» Work instructions: The answer must be every line of the records below that holds the word "translate".

» Records provided:
____
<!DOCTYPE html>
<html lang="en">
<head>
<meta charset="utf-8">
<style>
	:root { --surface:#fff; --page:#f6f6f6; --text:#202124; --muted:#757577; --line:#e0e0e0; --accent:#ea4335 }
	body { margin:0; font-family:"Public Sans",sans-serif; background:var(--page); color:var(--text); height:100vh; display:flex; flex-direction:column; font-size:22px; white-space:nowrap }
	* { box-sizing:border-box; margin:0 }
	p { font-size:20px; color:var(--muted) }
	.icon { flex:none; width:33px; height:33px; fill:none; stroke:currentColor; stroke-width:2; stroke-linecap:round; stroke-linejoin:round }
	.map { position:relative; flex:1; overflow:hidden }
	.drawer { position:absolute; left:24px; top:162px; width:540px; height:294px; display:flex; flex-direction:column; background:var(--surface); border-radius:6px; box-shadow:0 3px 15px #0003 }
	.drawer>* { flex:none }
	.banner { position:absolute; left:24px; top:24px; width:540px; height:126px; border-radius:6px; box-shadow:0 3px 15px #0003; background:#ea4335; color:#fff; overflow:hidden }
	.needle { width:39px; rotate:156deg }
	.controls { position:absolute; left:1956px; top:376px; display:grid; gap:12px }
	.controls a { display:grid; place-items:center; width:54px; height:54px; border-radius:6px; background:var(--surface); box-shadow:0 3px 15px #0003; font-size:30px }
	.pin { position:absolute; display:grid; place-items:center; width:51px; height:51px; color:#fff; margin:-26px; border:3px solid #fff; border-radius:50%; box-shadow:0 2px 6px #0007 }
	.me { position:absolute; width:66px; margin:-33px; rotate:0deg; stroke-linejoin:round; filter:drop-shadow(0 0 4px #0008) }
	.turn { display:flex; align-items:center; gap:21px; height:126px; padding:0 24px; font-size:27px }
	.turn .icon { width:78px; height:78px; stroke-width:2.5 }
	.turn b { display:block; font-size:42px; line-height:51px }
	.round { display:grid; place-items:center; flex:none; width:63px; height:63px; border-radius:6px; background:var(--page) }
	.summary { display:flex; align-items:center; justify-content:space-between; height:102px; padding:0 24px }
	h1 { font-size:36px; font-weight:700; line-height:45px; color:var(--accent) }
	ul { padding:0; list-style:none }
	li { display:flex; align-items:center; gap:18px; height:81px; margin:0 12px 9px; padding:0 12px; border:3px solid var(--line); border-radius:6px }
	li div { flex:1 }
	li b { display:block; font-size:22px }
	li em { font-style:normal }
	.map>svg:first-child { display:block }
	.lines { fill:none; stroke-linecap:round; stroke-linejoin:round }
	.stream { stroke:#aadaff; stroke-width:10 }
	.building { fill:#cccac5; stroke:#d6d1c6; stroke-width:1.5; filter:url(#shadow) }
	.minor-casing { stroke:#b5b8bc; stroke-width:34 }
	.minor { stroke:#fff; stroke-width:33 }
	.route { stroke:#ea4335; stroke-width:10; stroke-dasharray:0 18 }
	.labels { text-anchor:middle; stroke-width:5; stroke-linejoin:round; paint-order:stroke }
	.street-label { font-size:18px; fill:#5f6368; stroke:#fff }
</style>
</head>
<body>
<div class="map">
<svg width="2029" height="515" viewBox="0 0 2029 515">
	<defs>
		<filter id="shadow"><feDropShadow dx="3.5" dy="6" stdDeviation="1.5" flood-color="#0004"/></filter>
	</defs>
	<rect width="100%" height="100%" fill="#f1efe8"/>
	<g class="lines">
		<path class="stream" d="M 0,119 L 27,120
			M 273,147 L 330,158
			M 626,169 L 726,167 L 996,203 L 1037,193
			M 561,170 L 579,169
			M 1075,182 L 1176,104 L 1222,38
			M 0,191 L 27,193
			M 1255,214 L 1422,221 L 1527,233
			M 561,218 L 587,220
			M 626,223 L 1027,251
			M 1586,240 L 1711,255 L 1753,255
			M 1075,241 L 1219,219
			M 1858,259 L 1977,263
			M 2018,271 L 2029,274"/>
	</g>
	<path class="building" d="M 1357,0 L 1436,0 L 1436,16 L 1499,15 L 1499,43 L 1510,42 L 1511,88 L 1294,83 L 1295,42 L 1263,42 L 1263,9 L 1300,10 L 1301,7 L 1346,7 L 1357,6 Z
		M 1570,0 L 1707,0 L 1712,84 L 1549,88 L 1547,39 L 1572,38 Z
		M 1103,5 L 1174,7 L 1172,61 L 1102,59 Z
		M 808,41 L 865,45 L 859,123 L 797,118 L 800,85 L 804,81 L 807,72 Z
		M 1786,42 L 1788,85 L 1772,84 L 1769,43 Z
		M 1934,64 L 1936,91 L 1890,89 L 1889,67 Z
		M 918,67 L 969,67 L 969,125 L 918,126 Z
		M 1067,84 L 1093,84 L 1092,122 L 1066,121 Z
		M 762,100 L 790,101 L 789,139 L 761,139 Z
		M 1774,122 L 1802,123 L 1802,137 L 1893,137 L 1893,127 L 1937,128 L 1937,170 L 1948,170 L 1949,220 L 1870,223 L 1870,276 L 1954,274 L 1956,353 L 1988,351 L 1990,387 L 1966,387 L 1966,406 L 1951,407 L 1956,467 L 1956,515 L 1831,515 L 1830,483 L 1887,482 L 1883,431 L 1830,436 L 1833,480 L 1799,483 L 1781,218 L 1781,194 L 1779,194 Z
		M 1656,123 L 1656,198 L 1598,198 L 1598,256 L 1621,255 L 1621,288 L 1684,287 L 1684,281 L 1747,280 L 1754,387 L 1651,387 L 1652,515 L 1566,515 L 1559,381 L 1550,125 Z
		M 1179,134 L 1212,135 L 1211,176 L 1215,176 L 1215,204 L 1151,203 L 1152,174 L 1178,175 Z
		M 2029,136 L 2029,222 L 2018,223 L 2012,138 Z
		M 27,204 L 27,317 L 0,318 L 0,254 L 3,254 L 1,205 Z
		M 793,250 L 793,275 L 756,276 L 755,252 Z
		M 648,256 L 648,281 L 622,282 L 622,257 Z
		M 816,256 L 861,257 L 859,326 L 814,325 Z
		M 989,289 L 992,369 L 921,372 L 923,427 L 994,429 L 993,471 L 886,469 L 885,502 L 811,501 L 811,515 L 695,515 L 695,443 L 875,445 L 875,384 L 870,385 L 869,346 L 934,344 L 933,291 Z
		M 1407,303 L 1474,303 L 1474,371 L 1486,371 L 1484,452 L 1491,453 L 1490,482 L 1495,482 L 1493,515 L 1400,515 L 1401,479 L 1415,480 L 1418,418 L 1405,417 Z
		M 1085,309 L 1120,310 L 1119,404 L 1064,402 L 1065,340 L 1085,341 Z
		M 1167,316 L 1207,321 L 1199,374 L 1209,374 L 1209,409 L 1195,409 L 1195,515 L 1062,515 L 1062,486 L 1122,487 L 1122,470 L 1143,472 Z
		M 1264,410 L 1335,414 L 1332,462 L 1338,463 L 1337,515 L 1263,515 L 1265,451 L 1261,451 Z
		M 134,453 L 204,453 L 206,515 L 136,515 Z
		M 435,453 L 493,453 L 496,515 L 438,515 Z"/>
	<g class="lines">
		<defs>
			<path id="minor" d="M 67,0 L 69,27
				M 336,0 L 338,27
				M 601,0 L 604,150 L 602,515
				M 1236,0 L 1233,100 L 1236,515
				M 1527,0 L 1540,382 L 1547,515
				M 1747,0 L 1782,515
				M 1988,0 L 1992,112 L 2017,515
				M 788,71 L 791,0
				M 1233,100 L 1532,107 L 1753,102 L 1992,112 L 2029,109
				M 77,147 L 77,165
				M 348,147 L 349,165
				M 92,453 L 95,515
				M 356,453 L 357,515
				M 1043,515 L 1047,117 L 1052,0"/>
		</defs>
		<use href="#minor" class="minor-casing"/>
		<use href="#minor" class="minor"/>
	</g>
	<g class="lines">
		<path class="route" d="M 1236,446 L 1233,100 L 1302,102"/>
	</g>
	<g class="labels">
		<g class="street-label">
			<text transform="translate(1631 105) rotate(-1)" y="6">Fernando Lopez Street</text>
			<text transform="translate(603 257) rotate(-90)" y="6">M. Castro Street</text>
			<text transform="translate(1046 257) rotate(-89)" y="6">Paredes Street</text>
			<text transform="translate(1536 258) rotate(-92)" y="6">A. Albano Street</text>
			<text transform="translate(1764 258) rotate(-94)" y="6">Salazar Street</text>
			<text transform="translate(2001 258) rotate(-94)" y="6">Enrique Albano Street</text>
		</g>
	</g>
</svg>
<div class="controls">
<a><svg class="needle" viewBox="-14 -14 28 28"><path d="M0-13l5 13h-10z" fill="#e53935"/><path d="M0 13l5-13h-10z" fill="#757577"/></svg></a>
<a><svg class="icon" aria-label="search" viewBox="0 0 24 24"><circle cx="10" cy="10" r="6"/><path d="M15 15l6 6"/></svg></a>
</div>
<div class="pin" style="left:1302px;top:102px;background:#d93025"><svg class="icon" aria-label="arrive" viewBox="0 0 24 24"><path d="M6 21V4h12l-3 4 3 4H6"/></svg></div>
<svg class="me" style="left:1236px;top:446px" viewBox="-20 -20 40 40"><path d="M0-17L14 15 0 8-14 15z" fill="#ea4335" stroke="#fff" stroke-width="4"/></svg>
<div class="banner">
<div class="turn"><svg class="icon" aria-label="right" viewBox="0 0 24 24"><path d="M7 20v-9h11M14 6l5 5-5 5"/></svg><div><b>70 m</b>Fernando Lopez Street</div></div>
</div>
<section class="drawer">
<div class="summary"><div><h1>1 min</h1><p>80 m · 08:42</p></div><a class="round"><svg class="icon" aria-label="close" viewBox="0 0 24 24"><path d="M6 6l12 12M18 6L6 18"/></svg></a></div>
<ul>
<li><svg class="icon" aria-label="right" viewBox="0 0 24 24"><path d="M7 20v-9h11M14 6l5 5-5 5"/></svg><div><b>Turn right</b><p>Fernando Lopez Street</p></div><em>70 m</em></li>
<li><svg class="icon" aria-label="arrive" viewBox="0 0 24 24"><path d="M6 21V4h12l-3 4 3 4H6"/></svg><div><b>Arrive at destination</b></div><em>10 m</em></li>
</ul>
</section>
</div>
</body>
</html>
____
» Exercise solution:
			<text transform="translate(1631 105) rotate(-1)" y="6">Fernando Lopez Street</text>
			<text transform="translate(603 257) rotate(-90)" y="6">M. Castro Street</text>
			<text transform="translate(1046 257) rotate(-89)" y="6">Paredes Street</text>
			<text transform="translate(1536 258) rotate(-92)" y="6">A. Albano Street</text>
			<text transform="translate(1764 258) rotate(-94)" y="6">Salazar Street</text>
			<text transform="translate(2001 258) rotate(-94)" y="6">Enrique Albano Street</text>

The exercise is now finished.